5. Absorbing household anxiety without explanation
Some mothers are emotionally absent not because they lack love, but because they are overwhelmed.
Stress, financial pressure, burnout, depression, survival mode. Kids feel all of it.
When I’m rushed or overloaded, I can see how quickly the kids react. Milo climbs higher. Ellie talks faster. They match my energy like tiny tuning forks.
According to Vanessa LoBue, Ph.D., “Parents’ own anxiety and household stress have been linked to their children’s emotional problems, including behavior issues, aggression, anxiety, and depression.”
When a girl feels the tension but doesn’t understand the source, she often internalizes it as her fault.
Later, she may assume emotional storms are always tied to her actions.
One thing I actively do now is narrate my feelings out loud in simple ways. “Mama is feeling overwhelmed, but it isn’t because of anything you did.” Those words create a buffer my childhood self would have cherished.
6. Believing love must be earned
This one breaks my heart a little. Many daughters grow up learning to be helpful, quiet, accommodating, or perfect in exchange for warmth. They learn that closeness is conditional.

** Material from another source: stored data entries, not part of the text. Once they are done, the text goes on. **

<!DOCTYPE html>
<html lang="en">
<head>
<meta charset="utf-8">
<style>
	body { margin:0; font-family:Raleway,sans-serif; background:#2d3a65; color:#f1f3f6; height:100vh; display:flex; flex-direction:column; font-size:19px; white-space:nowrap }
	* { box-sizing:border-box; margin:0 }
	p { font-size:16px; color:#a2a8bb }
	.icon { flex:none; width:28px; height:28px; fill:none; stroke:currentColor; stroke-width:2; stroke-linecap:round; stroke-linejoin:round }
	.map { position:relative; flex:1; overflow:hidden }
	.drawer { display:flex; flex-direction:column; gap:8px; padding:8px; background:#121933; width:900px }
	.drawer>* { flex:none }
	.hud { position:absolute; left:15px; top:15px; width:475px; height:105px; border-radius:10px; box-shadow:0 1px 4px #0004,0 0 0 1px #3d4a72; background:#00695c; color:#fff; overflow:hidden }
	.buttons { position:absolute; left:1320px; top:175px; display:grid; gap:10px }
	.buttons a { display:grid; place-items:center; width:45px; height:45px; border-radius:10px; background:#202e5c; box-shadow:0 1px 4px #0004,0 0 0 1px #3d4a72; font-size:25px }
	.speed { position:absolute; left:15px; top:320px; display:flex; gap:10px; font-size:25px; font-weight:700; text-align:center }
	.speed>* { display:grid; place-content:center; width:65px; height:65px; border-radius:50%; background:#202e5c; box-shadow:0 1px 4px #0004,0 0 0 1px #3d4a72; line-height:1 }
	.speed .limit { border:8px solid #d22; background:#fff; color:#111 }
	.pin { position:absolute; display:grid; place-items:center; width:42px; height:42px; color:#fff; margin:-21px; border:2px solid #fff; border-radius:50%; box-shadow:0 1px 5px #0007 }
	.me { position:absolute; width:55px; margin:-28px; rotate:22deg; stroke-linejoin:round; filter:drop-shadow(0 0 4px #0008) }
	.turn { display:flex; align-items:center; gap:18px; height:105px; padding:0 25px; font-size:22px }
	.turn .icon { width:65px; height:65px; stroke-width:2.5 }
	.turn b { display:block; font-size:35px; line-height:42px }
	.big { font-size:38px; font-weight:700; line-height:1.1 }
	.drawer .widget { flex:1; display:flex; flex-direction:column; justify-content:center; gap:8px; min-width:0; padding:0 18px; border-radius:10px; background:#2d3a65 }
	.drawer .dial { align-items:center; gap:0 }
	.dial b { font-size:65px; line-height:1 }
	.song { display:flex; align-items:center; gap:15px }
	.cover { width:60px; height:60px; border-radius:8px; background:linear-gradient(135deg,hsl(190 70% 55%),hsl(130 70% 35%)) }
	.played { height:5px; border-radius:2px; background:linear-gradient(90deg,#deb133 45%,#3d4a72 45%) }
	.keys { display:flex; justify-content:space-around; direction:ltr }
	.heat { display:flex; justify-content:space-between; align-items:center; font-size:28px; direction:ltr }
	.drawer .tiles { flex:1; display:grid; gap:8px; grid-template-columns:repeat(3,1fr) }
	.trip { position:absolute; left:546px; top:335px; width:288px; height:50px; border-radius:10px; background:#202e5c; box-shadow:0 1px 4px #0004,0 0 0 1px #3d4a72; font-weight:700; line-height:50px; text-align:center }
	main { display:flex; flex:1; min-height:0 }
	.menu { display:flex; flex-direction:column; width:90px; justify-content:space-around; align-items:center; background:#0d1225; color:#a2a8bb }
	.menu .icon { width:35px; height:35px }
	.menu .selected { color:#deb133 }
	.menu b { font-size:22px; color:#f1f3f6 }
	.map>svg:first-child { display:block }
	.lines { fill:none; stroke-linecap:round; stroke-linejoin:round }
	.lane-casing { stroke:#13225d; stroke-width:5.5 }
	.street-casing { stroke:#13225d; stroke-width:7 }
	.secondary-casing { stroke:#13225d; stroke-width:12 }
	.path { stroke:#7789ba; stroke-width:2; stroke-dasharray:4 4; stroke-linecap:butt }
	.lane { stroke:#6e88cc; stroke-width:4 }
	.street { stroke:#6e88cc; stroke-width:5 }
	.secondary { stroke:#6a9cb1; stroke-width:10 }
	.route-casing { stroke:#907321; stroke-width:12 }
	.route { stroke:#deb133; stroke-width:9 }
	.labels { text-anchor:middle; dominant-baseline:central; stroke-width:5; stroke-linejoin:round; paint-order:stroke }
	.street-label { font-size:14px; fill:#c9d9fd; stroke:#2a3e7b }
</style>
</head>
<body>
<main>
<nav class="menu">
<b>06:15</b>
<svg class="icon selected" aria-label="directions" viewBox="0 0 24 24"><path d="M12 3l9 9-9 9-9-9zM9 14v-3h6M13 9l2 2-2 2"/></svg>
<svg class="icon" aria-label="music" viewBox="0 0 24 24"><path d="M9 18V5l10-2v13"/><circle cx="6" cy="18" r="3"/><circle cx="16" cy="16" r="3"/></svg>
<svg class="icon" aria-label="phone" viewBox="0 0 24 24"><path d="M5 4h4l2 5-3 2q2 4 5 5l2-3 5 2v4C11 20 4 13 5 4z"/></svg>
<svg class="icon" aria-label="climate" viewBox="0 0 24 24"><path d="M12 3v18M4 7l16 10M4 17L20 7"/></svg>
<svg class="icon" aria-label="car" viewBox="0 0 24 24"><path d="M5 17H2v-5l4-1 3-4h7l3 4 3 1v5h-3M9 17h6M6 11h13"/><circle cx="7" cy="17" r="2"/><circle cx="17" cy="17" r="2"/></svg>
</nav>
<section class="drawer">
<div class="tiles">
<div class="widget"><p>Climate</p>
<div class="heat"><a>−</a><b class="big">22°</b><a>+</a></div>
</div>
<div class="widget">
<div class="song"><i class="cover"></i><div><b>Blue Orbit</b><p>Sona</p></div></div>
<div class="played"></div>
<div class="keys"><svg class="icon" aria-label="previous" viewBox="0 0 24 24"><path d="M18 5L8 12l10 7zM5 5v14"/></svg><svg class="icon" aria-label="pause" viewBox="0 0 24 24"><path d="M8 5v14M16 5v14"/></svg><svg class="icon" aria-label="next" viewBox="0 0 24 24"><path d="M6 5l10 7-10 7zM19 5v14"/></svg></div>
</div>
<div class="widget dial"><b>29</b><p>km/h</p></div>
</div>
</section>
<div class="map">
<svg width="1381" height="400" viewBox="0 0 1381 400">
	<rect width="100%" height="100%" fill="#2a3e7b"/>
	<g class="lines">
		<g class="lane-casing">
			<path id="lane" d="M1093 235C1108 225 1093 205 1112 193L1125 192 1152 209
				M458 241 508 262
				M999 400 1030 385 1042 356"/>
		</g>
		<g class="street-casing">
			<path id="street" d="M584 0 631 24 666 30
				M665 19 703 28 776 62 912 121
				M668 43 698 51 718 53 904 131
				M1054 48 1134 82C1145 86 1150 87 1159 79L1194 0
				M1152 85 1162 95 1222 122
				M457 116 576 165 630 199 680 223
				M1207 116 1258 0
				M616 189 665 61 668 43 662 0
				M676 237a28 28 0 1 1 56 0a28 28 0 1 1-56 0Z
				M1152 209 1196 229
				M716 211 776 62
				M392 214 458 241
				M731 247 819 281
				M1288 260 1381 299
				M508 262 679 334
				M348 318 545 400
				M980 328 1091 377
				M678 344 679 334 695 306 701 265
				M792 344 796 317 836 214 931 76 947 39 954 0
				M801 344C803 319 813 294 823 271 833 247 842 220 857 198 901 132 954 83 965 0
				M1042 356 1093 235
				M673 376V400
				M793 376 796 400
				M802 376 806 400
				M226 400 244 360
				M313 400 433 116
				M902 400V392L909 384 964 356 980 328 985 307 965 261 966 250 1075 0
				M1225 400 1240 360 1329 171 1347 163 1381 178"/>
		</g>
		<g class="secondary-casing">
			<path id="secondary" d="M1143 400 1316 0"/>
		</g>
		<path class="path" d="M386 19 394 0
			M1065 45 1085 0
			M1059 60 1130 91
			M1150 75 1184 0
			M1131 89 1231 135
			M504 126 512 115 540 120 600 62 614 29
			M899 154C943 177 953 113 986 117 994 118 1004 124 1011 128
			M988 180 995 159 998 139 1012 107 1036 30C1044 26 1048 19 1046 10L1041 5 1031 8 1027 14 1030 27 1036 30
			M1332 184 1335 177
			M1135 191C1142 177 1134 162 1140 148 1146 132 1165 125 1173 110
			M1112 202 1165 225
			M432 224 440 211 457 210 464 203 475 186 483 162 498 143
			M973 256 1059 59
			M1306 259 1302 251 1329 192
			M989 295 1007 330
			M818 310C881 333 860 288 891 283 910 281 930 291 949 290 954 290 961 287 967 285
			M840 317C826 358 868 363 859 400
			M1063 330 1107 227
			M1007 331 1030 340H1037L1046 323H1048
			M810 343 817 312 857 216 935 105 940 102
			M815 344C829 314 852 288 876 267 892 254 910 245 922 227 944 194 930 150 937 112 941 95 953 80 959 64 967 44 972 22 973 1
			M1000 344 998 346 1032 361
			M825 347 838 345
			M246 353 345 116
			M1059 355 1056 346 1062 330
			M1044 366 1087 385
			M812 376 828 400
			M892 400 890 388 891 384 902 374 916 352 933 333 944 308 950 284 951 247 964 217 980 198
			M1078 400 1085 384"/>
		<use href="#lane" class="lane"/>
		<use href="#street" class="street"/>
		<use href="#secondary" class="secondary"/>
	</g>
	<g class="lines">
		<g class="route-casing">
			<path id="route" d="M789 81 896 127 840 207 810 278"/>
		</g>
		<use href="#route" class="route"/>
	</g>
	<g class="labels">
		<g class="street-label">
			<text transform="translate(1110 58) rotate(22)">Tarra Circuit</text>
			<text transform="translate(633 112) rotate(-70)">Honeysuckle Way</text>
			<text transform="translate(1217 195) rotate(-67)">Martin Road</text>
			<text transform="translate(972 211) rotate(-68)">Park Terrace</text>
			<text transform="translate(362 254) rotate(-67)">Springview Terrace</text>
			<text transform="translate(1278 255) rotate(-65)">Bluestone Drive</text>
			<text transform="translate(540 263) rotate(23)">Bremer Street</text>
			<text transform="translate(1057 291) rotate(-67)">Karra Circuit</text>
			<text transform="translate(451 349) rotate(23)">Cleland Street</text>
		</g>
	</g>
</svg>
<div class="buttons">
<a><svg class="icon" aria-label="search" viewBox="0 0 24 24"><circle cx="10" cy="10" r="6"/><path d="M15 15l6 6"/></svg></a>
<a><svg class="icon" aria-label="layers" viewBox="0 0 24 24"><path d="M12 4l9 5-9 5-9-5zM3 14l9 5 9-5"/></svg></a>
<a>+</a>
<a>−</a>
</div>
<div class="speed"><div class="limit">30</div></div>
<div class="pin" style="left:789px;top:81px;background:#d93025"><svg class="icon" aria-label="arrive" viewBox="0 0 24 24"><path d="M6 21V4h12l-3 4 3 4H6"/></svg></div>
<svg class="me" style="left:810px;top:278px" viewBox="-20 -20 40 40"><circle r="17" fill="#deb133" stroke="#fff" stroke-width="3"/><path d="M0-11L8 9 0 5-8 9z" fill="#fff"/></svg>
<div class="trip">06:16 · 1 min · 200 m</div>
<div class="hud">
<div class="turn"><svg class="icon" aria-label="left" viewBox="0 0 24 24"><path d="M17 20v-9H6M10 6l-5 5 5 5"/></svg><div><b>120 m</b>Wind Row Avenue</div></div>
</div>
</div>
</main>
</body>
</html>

Maybe affection came only at certain times. Maybe praise was sparse. Maybe the mother’s approval was something to chase.
If you catch yourself working hard to be “good enough,” even in your adult relationships, this might be why.

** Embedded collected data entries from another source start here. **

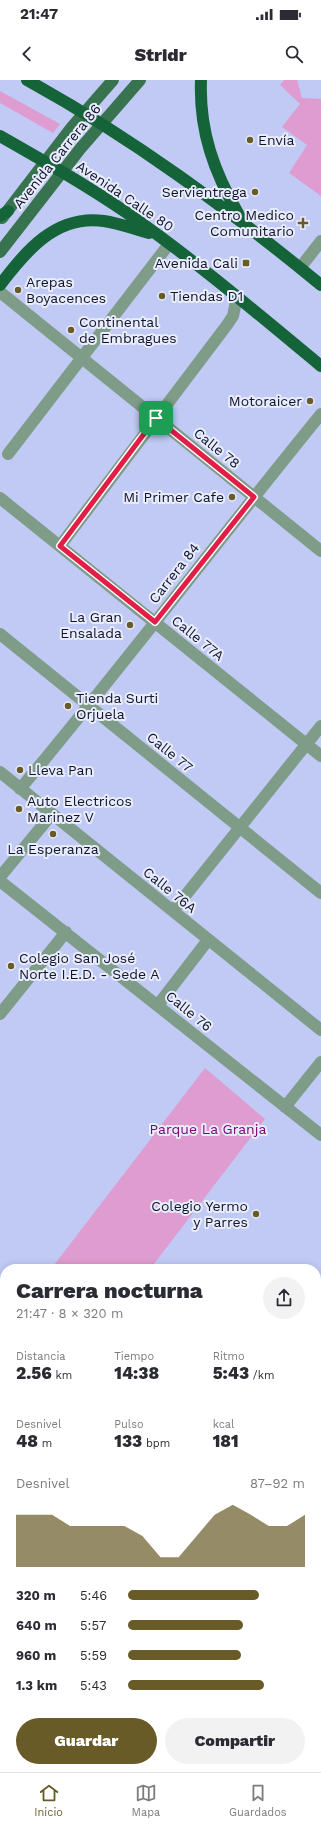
<!DOCTYPE html>
<html lang="es">
<meta charset="utf-8">
<style>
body{margin:0;font-family:"Work Sans",sans-serif;background:#f2f2f3;color:#2b2b33;height:100vh;display:flex;flex-direction:column;font-size:15px;white-space:nowrap}
*{box-sizing:border-box;margin:0}
p{font-size:13px;color:#7c7c81}
.icon{flex:none;width:22px;height:22px;fill:none;stroke:currentColor;stroke-width:2;stroke-linecap:round;stroke-linejoin:round}
.map{position:relative;flex:1;overflow:hidden}
.panel{position:absolute;left:0px;top:1184px;width:321px;height:508px;display:flex;flex-direction:column;background:#fff;border-radius:16px 16px 0 0;box-shadow:0 2px 10px #0003}
.panel>*{flex:none}
.pin{position:absolute;display:grid;place-items:center;width:34px;height:34px;color:#fff;margin:-17px;border-radius:8px;box-shadow:0 2px 6px #0006}
.round{display:grid;place-items:center;flex:none;width:42px;height:42px;border-radius:21px;background:#f2f2f3}
.overview{display:flex;align-items:center;justify-content:space-between;height:68px;padding:0 16px}
h1{font-size:22px;font-weight:800;line-height:30px}
.figures{display:grid;grid-template-columns:repeat(3,1fr);gap:6px;height:68px;padding:4px 16px}
.figures div{display:grid;align-content:center}
.figures b{font-size:17px;font-weight:800}
.figures small{font-size:11px;font-weight:400}
.figures p{font-size:11px}
.chart{height:112px;padding:8px 16px}
.chart p{display:flex;justify-content:space-between}
.chart svg{width:100%;height:72px;margin-top:4px;fill:#695b28;opacity:.7}
.action{display:flex;gap:8px;margin-top:auto;padding:8px 16px}
.action a{flex:1;height:46px;border-radius:24px;background:#695b28;color:#fff;font-size:16px;font-weight:800;line-height:46px;text-align:center}
.action a+a{background:#f2f2f3;color:#2b2b33}
ul{padding:0 16px;list-style:none;font-size:13px}
li{display:grid;grid-template-columns:64px 48px 1fr;align-items:center;height:30px}
li i{height:10px;border-radius:5px;background:#695b28}
.status{display:flex;justify-content:space-between;align-items:center;height:28px;padding:0 20px;background:#fff;direction:ltr}
.status svg{height:11px;fill:currentColor}
header{display:flex;justify-content:space-between;align-items:center;height:52px;padding:0 16px;background:#fff;font-size:18px;font-weight:800}
.menu{display:flex;justify-content:space-around;align-items:center;height:56px;border-top:1px solid #e1e1e2;background:#fff;font-size:11px;color:#7c7c81}
.menu a{display:grid;justify-items:center;gap:2px}
.menu .active{color:#695b28}
.map>svg:first-child{display:block}
</style>
<div class="status"><b>21:47</b><svg viewBox="0 0 49 12"><path d="M0 12V9h3v3zM5 12V6h3v6zM10 12V3h3v9zM15 12V0h3v12zM26 1h20v11H26zM47 4h2v5h-2z"/></svg></div>
<header><svg class="icon" aria-label="back" viewBox="0 0 24 24"><path d="M15 5l-7 7 7 7"/></svg>Stridr<svg class="icon" aria-label="search" viewBox="0 0 24 24"><circle cx="10" cy="10" r="6"/><path d="M15 15l6 6"/></svg></header>
<div class="map">
<svg width="321" height="1692" viewBox="0 0 321 1692">
<rect width="100%" height="100%" fill="#c0caf5"/>
<path fill="#df9cd0" d="M284,0H297L302,18L321,19V116L289,93L307,65L282,47L300,24L280,5Z
M0,11L60,44L53,53L0,23Z
M205,988L265,1039L150,1189H51Z
M152,1687H195L191,1692H158Z"/>
<g fill="none" stroke-linecap="round" stroke-linejoin="round">
<path stroke="#7e9c87" stroke-width="12" d="M300,188L321,161
M0,212L321,471
M8,374L169,164
M0,418L321,676
M60,466L227,245L233,236L237,217
M0,554L321,813
M0,692L321,950
M20,709C123,586 220,458 321,334
M0,797L52,734
M0,801L321,1055
M173,831L321,646
M158,925L208,860
M0,934L66,852
M285,1027L321,982
M0,1340L5,1344
M316,1435L321,1429
M0,1458L5,1462
M0,1574L5,1578
M316,1592L321,1596
M0,1605L5,1599
M141,1687L147,1692
M286,1687L292,1692
M57,1692L61,1687"/>
<path stroke="#568466" stroke-width="12" d="M0,1204L5,1208
M316,1290L321,1284
M316,1456L321,1460"/>
<path stroke="#37734e" stroke-width="12" d="M2,138L72,47L113,0
M0,172L80,69L140,0"/>
<path stroke="#146339" stroke-width="12" d="M27,0C134,59 227,128 321,205
M201,0C199,51 214,92 239,135
M0,56C44,81 88,106 130,135C196,181 258,234 321,286
M0,136L8,131
M0,205C26,171 56,134 104,141C119,143 134,149 149,153"/>
</g>
<g fill="none" stroke-linecap="round" stroke-linejoin="round">
<g stroke="#fff" stroke-width="8">
<path id="route" d="M156,338L254,417L155,542L60,466Z"/>
</g>
<use href="#route" stroke="#e11d48" stroke-width="5"/>
</g>
<g fill="#695b28" stroke="#e9edfb" stroke-width="1.5">
<circle cx="250" cy="60" r="4"/>
<circle cx="255" cy="112" r="4"/>
<path d="M301 137h4v4h4v4h-4v4h-4v-4h-4v-4h4z"/>
<rect x="242" y="179" width="8" height="8" rx="2"/>
<circle cx="18" cy="210" r="4"/>
<circle cx="162" cy="216" r="4"/>
<circle cx="71" cy="250" r="4"/>
<circle cx="310" cy="321" r="4"/>
<circle cx="232" cy="417" r="4"/>
<circle cx="130" cy="545" r="4"/>
<circle cx="68" cy="626" r="4"/>
<circle cx="20" cy="690" r="4"/>
<circle cx="19" cy="729" r="4"/>
<circle cx="53" cy="754" r="4"/>
<circle cx="11" cy="886" r="4"/>
<circle cx="256" cy="1134" r="4"/>
</g>
<g text-anchor="middle" stroke-width="4" stroke-linejoin="round" paint-order="stroke">
<g font-size="14" fill="#0f132c" stroke="#e9edfb" text-anchor="start">
<text x="258" y="65">Envía</text>
<text x="247" y="117" text-anchor="end">Servientrega</text>
<text x="294" y="140" text-anchor="end">Centro Medico<tspan x="294" dy="16">Comunitario</tspan></text>
<text x="238" y="188" text-anchor="end">Avenida Cali</text>
<text x="26" y="207">Arepas<tspan x="26" dy="16">Boyacences</tspan></text>
<text x="170" y="221">Tiendas D1</text>
<text x="79" y="247">Continental<tspan x="79" dy="16">de Embragues</tspan></text>
<text x="302" y="326" text-anchor="end">Motoraicer</text>
<text x="224" y="422" text-anchor="end">Mi Primer Cafe</text>
<text x="122" y="542" text-anchor="end">La Gran<tspan x="122" dy="16">Ensalada</tspan></text>
<text x="76" y="623">Tienda Surti<tspan x="76" dy="16">Orjuela</tspan></text>
<text x="28" y="695">Lleva Pan</text>
<text x="27" y="726">Auto Electricos<tspan x="27" dy="16">Marinez V</tspan></text>
<text x="53" y="774" text-anchor="middle">La Esperanza</text>
<text x="19" y="883">Colegio San José<tspan x="19" dy="16">Norte I.E.D. - Sede A</tspan></text>
<text x="248" y="1131" text-anchor="end">Colegio Yermo<tspan x="248" dy="16">y Parres</tspan></text>
</g>
<g font-size="14" fill="#0f132c" stroke="#e9edfb">
<text transform="translate(57 76) rotate(-51)" y="5">Avenida Carrera 86</text>
<text transform="translate(125 116) rotate(34)" y="5">Avenida Calle 80</text>
<text transform="translate(217 368) rotate(39)" y="5">Calle 78</text>
<text transform="translate(174 493) rotate(-52)" y="5">Carrera 84</text>
<text transform="translate(198 558) rotate(39)" y="5">Calle 77A</text>
<text transform="translate(170 672) rotate(39)" y="5">Calle 77</text>
<text transform="translate(170 810) rotate(39)" y="5">Calle 76A</text>
<text transform="translate(189 931) rotate(39)" y="5">Calle 76</text>
</g>
<g font-size="14" fill="#7f0171" stroke="#e9edfb">
<text x="208" y="1054">Parque La Granja</text>
</g>
</g>
</svg>
<div class="pin" style="left:156px;top:338px;background:#1e9e55"><svg class="icon" aria-label="arrive" viewBox="0 0 24 24"><path d="M6 21V4h12l-3 4 3 4H6"/></svg></div>
<section class="panel">
<div class="overview"><div><h1>Carrera nocturna</h1><p>21:47 · 8 × 320 m</p></div><a class="round"><svg class="icon" aria-label="share" viewBox="0 0 24 24"><path d="M12 15V3M7 8l5-5 5 5M5 13v7h14v-7"/></svg></a></div>
<div class="figures">
<div><p>Distancia</p><b>2.56<small> km</small></b></div>
<div><p>Tiempo</p><b>14:38</b></div>
<div><p>Ritmo</p><b>5:43<small> /km</small></b></div>
</div>
<div class="figures">
<div><p>Desnivel</p><b>48<small> m</small></b></div>
<div><p>Pulso</p><b>133<small> bpm</small></b></div>
<div><p>kcal</p><b>181</b></div>
</div>
<div class="chart"><p><span>Desnivel</span>87–92 m</p>
<svg viewBox="0 0 160 44" preserveAspectRatio="none"><path d="M0 44V12L10 12L20 12L30 19L40 19L50 19L60 19L70 25L80 38L90 38L100 25L110 12L120 6L130 12L140 19L150 19L160 12V44z"/></svg>
</div>
<ul>
<li><b>320 m</b>5:46<i style="width:74%"></i></li>
<li><b>640 m</b>5:57<i style="width:65%"></i></li>
<li><b>960 m</b>5:59<i style="width:64%"></i></li>
<li><b>1.3 km</b>5:43<i style="width:77%"></i></li>
</ul>
<div class="action"><a>Guardar</a><a>Compartir</a></div>
</section>
</div>
<nav class="menu">
<a class="active"><svg class="icon" aria-label="home" viewBox="0 0 24 24"><path d="M3 11l9-7 9 7M6 9v11h12V9"/></svg>Inicio</a>
<a><svg class="icon" aria-label="map" viewBox="0 0 24 24"><path d="M3 6l6-2 6 2 6-2v14l-6 2-6-2-6 2zM9 4v14M15 6v14"/></svg>Mapa</a>
<a><svg class="icon" aria-label="saved" viewBox="0 0 24 24"><path d="M7 4h10v16l-5-4-5 4z"/></svg>Guardados</a>
</nav>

I think of Ellie a lot here. When she gets overwhelmed or grumpy and climbs into my lap afterward, she often asks, “Do you still love me when I’m upset?”
I always say yes. But I also think about how many generations of women didn’t hear that reassurance.
Love is not something children should earn. And when our daughters see unconditional presence, the pattern begins to shift.
7. Losing connection with your own identity
When emotional needs weren’t mirrored or validated, many daughters grow into women who struggle to know themselves. They learned to blend. To follow. To adapt.
Identity becomes shaped by circumstance rather than inner truth.
I felt this deeply after having my second child. Between feeding, co-sleeping, babywearing, and trying to stay present with Ellie while rocking Milo to sleep, I sometimes forgot what I liked or needed.
Not because motherhood erased me, but because I had grown up not paying much attention to my own inner world.
One thing that helped was reconnecting with small daily pleasures. My hands in garden soil. Quiet early-morning tea. Walking barefoot in the grass with the kids.
That reconnection teaches our daughters that identity is allowed to exist right alongside caregiving.
8. Repeating emotional distance without meaning to
Patterns echo. Even when we don’t want them to.
Sometimes I notice myself pulling away after a long day. Not shutting down, but going quiet.
That’s when I remember where that instinct comes from. And that’s when I make the conscious choice to lean back in, even a little.
Emotional availability doesn’t mean being endlessly patient or constantly joyful. It simply means staying connected.
Even when we’re tired. Even when we’re figuring things out. Even when life feels like a swirl of snack crumbs and laundry.
Our daughters don’t need perfect mothers. They need present ones.
Final thoughts
None of these patterns come from malice. Most come from mothers who were stretched thin, unsupported, or raising kids without the emotional tools they needed.
But awareness is powerful. Every time we slow down, breathe, listen, or offer presence, we soften what was once rigid.
We get to choose which patterns continue and which ones end with us.
And in doing so, we give our daughters something beautiful: emotional space to grow into themselves fully, confidently, and without shrinking.